• [DATA TO PROCESS]:

:::

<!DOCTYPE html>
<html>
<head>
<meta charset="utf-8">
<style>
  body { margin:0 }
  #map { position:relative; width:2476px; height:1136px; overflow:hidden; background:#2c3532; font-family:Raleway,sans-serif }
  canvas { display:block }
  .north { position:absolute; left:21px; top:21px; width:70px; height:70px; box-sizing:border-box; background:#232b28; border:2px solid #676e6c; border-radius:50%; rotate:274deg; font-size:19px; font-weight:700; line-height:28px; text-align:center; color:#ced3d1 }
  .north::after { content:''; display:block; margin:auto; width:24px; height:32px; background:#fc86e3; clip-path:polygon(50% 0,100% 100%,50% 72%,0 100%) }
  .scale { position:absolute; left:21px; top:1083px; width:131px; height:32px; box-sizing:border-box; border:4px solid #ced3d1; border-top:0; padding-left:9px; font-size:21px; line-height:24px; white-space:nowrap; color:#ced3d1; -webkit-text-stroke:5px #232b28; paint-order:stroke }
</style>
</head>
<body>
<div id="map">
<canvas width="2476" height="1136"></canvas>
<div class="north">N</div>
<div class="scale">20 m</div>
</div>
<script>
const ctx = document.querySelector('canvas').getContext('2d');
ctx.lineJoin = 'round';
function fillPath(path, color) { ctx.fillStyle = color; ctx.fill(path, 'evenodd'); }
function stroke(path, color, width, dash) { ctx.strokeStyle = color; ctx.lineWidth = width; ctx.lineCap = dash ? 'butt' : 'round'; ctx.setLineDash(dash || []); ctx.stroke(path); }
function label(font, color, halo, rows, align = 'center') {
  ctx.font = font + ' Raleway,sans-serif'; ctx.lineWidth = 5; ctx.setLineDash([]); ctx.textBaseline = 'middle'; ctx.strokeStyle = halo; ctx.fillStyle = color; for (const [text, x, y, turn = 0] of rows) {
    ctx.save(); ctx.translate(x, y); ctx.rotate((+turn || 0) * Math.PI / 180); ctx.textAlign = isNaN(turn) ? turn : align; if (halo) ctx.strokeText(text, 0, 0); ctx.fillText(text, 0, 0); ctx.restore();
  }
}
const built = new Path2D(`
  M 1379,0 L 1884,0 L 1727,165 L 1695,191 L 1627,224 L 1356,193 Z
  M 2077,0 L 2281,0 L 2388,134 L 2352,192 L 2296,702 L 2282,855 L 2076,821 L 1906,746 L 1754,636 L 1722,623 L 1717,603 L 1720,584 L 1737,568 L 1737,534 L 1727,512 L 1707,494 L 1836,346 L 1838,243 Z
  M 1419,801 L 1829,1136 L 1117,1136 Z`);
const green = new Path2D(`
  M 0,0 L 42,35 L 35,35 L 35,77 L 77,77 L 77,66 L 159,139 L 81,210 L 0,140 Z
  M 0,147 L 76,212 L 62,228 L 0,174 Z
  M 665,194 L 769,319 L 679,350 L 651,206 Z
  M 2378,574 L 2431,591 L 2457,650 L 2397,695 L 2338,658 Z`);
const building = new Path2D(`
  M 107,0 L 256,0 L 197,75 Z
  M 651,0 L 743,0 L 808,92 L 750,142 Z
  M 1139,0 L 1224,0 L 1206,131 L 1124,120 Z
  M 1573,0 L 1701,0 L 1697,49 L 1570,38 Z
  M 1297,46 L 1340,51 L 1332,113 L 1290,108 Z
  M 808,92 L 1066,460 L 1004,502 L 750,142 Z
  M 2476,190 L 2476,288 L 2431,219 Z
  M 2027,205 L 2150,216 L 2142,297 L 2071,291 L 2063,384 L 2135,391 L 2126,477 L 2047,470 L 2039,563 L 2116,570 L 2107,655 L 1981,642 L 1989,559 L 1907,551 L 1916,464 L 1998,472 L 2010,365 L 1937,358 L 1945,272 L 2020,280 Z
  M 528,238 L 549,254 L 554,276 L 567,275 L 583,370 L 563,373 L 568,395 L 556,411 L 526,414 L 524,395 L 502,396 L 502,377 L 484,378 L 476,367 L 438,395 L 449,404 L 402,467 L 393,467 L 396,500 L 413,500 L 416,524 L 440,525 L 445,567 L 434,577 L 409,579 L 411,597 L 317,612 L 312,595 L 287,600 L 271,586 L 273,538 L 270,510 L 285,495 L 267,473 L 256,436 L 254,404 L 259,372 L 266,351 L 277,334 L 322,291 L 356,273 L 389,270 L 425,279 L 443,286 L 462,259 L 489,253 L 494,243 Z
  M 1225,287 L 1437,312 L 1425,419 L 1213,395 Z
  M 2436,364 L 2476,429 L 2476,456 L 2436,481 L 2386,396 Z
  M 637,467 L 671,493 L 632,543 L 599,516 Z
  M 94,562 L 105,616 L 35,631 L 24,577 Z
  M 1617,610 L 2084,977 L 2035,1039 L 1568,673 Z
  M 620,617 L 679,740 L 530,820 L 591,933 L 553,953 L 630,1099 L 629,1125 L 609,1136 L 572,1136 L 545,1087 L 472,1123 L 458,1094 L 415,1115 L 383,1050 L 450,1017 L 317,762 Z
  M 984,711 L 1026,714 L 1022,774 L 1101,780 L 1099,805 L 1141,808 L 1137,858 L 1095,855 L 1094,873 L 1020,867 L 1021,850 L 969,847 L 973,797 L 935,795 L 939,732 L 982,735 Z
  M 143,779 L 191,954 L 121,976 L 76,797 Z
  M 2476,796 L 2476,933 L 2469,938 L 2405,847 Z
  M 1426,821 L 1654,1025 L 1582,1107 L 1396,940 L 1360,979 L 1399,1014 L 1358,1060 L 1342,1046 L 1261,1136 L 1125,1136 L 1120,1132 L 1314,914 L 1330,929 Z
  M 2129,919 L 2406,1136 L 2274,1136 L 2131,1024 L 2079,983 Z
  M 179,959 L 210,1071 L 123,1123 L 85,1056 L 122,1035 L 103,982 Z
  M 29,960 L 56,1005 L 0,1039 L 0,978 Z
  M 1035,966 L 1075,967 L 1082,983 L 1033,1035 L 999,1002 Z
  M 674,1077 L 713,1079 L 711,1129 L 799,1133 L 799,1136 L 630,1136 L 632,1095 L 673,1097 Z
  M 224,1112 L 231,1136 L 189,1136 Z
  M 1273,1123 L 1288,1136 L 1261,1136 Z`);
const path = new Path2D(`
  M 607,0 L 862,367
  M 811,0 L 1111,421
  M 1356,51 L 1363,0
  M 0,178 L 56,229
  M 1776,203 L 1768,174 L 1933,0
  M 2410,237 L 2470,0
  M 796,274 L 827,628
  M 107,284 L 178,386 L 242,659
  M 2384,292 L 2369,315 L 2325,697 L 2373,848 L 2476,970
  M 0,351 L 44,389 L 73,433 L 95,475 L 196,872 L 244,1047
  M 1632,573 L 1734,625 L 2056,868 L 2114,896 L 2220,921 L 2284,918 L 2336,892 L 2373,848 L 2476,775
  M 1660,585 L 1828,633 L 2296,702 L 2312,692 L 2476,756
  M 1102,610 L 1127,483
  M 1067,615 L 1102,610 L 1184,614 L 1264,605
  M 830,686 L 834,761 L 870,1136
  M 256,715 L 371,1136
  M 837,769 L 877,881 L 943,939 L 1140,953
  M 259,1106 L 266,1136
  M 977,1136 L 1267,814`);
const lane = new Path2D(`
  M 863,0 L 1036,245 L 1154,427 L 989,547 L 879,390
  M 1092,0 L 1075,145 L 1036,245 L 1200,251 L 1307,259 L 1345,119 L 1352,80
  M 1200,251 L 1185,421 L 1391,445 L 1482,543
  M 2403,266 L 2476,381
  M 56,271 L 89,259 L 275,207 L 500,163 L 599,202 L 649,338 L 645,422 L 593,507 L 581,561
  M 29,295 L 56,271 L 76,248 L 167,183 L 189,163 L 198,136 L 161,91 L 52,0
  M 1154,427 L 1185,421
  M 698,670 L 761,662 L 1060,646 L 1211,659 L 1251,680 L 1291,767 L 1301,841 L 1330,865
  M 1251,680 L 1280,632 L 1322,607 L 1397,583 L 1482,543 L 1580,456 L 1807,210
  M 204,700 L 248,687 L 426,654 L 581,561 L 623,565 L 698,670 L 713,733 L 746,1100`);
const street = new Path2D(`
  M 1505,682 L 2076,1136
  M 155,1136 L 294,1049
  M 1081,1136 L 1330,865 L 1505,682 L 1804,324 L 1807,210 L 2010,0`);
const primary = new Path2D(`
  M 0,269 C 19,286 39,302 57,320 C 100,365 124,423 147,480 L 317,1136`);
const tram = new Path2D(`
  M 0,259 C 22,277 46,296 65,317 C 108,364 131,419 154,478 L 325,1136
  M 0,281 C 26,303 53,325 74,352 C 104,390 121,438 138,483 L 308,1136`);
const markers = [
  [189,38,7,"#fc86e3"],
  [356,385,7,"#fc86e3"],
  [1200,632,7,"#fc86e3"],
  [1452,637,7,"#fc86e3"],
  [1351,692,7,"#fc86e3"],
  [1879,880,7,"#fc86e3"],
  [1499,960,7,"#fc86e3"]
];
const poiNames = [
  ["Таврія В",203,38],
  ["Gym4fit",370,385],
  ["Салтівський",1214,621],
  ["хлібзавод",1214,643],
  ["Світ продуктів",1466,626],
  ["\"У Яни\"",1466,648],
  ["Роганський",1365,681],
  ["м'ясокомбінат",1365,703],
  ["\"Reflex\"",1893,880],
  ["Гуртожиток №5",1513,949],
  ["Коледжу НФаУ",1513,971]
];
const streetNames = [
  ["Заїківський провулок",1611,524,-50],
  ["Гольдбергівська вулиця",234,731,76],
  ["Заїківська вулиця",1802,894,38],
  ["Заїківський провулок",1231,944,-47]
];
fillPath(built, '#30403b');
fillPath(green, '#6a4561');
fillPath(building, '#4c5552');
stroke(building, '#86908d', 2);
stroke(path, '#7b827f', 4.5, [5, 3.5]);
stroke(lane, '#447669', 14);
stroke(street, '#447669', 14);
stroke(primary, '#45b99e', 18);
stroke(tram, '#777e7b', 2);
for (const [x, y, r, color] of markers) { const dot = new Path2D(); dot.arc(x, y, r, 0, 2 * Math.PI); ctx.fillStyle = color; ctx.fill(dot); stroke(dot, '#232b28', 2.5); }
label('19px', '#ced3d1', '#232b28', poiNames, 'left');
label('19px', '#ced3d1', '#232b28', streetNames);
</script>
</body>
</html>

:::

• [DIRECTIONS]:
Return, word for word, every line from the top of the entries down to the line that holds "position:absolute; left:21px; top:21px;", both included.

• [RESULT FOR THIS EXERCISE]:
<!DOCTYPE html>
<html>
<head>
<meta charset="utf-8">
<style>
  body { margin:0 }
  #map { position:relative; width:2476px; height:1136px; overflow:hidden; background:#2c3532; font-family:Raleway,sans-serif }
  canvas { display:block }
  .north { position:absolute; left:21px; top:21px; width:70px; height:70px; box-sizing:border-box; background:#232b28; border:2px solid #676e6c; border-radius:50%; rotate:274deg; font-size:19px; font-weight:700; line-height:28px; text-align:center; color:#ced3d1 }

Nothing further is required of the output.